Ancora un consiglio anzi un ordine: le corde vecchie vanno buttate via e non riutilizzate, sono vecchie usurate e inutili, insomma non fare il/la genovese, lo sono già io !
Piuttosto quando andrai ad acquistare una (meglio due) muta di corde nuove, chiedi al negoziante anche un paio di cantini ed un paio di SI sciolti (fuori muta insomma) della medesima scalatura della muta acquistata: potranno esserti di conforto e di aiuto in quanto solitamente le corde che sono più delicate e quindi facili a spezzarsi sono proprio il MI cantino ed il SI, così nell’eventualità le sostituirai con altre nuove…

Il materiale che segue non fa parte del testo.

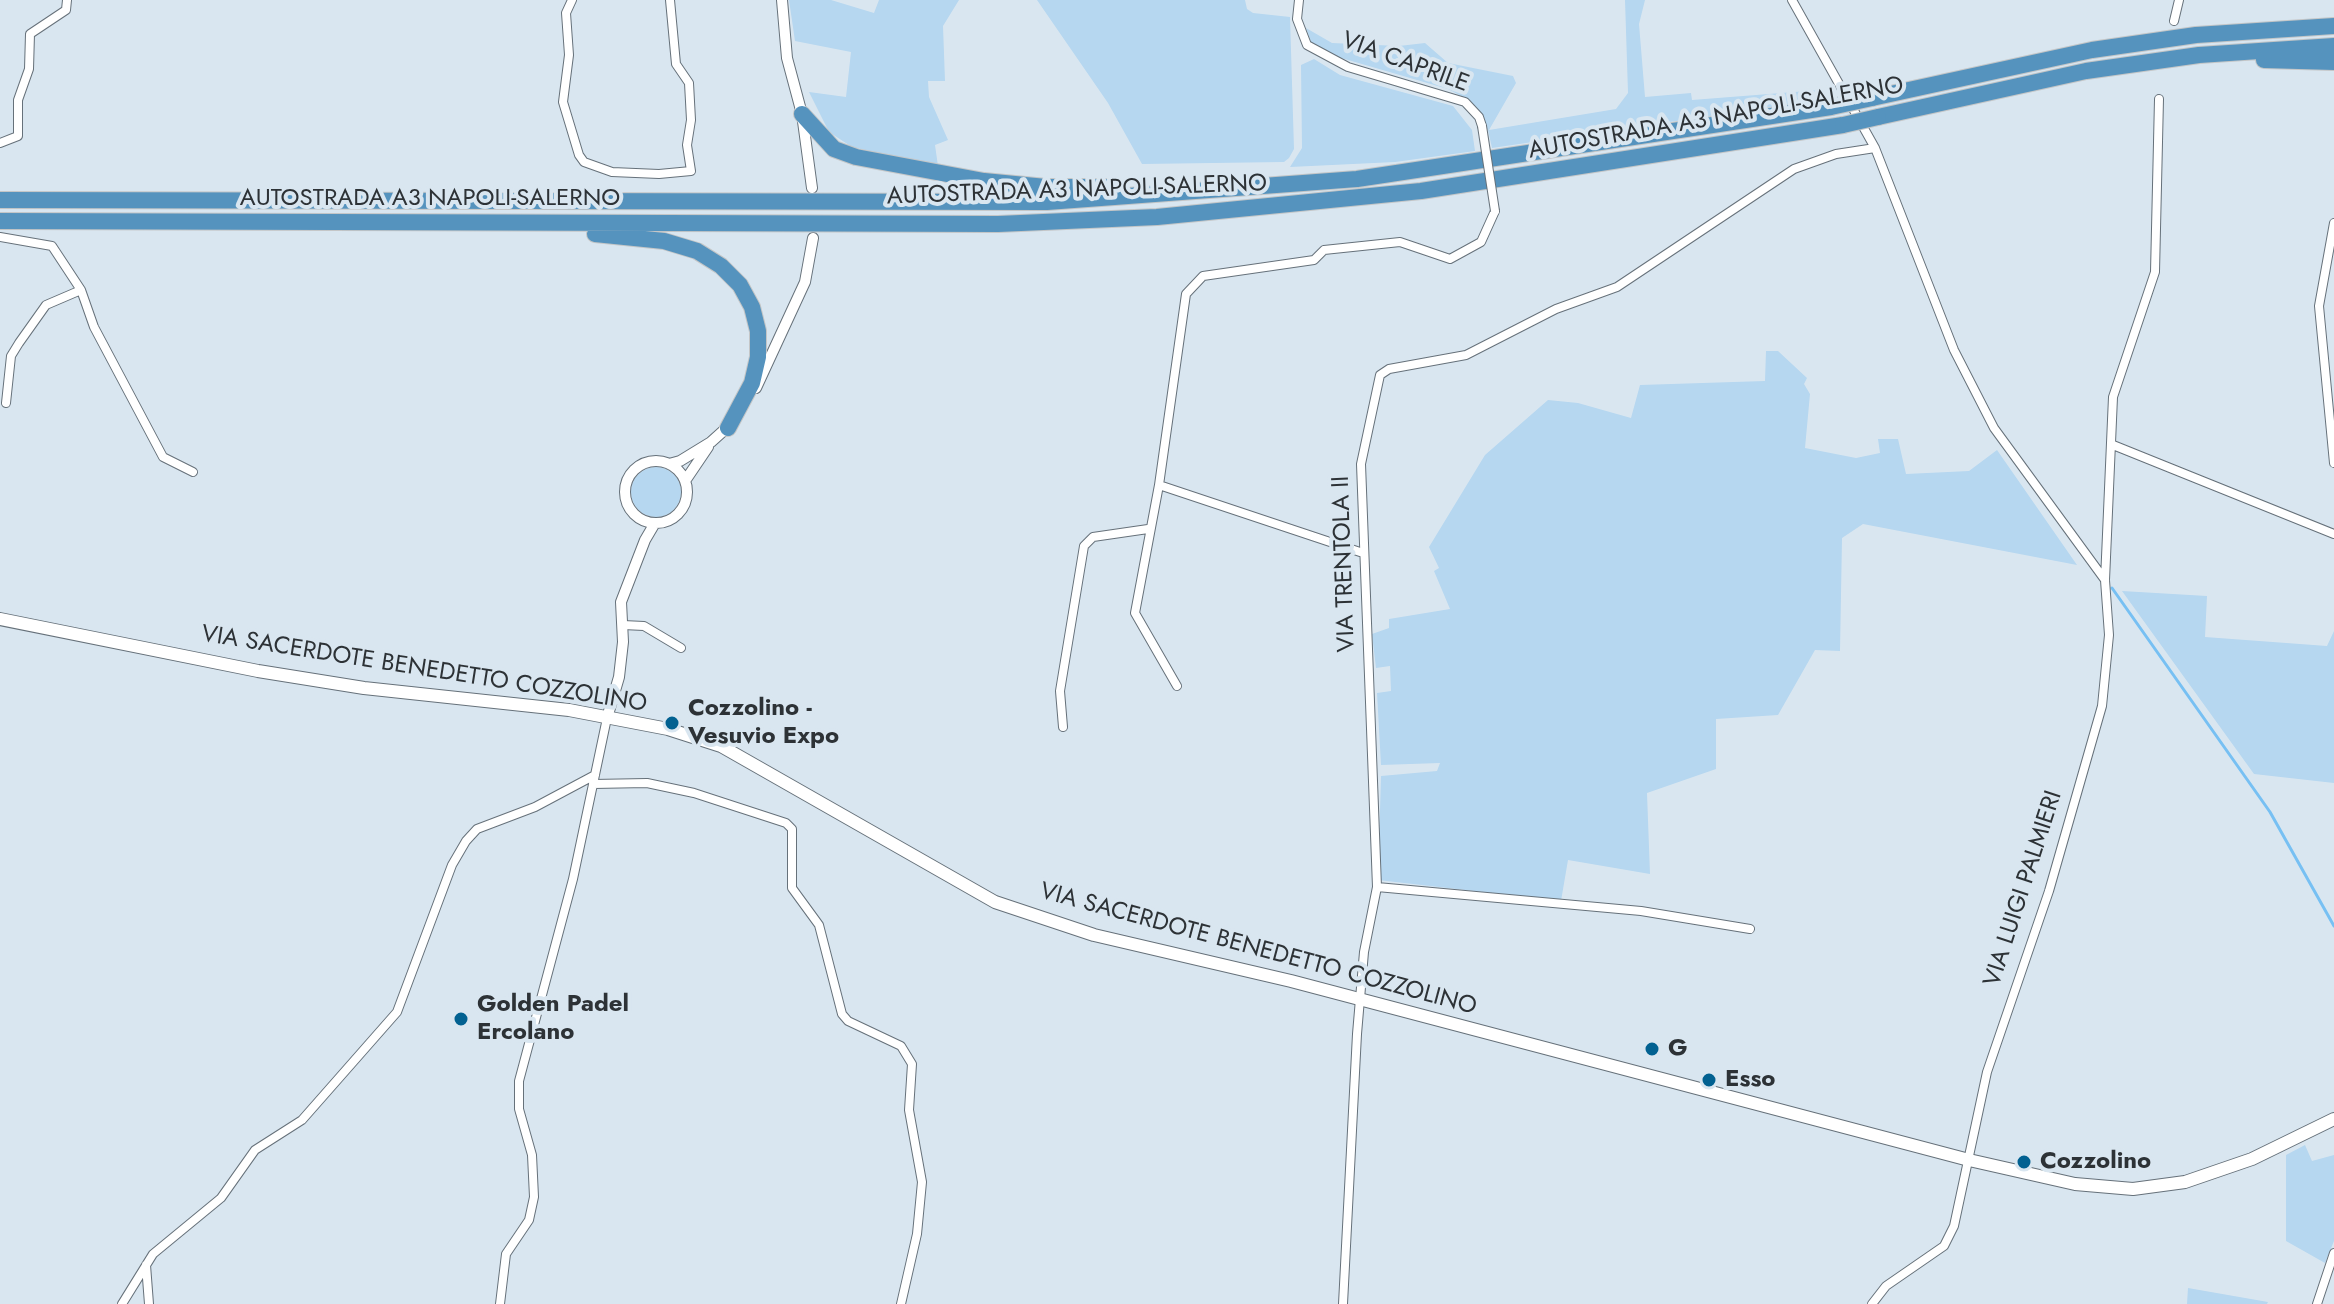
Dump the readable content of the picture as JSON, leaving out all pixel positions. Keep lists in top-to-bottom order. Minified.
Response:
{"streets":{"highway":["AUTOSTRADA A3 NAPOLI-SALERNO"],"main road":["VIA SACERDOTE BENEDETTO COZZOLINO"],"street":["VIA CAPRILE","VIA TRENTOLA II","VIA LUIGI PALMIERI"]},"crossings":[["VIA TRENTOLA II","VIA SACERDOTE BENEDETTO COZZOLINO"],["VIA SACERDOTE BENEDETTO COZZOLINO","VIA LUIGI PALMIERI"]],"places":["Cozzolino - Vesuvio Expo","Golden Padel Ercolano","G","Esso","Cozzolino"]}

Che senso ha avere una chitarra con cinque corde nuove ed una vecchia arrugginita tenacemente conservata?
Proprio nessuno quindi fai come ti ho detto.
Ribadisco: “Le corde vecchie vanno buttate via!”.
Altra buona norma, inoltre, per garantire più longevità alla corde è quella che prevede, dopo aver suonato, l’uso di un panno pulito, morbido e asciutto da passare su tutta la lunghezza delle corde.
Questo semplice accorgimento sarà utile per rimuovere le tracce di grasso lasciate dalle nostre dita sia della mano sinistra che di quelle della destra.
Nel prossimo articolo parleremo del tipo di corde.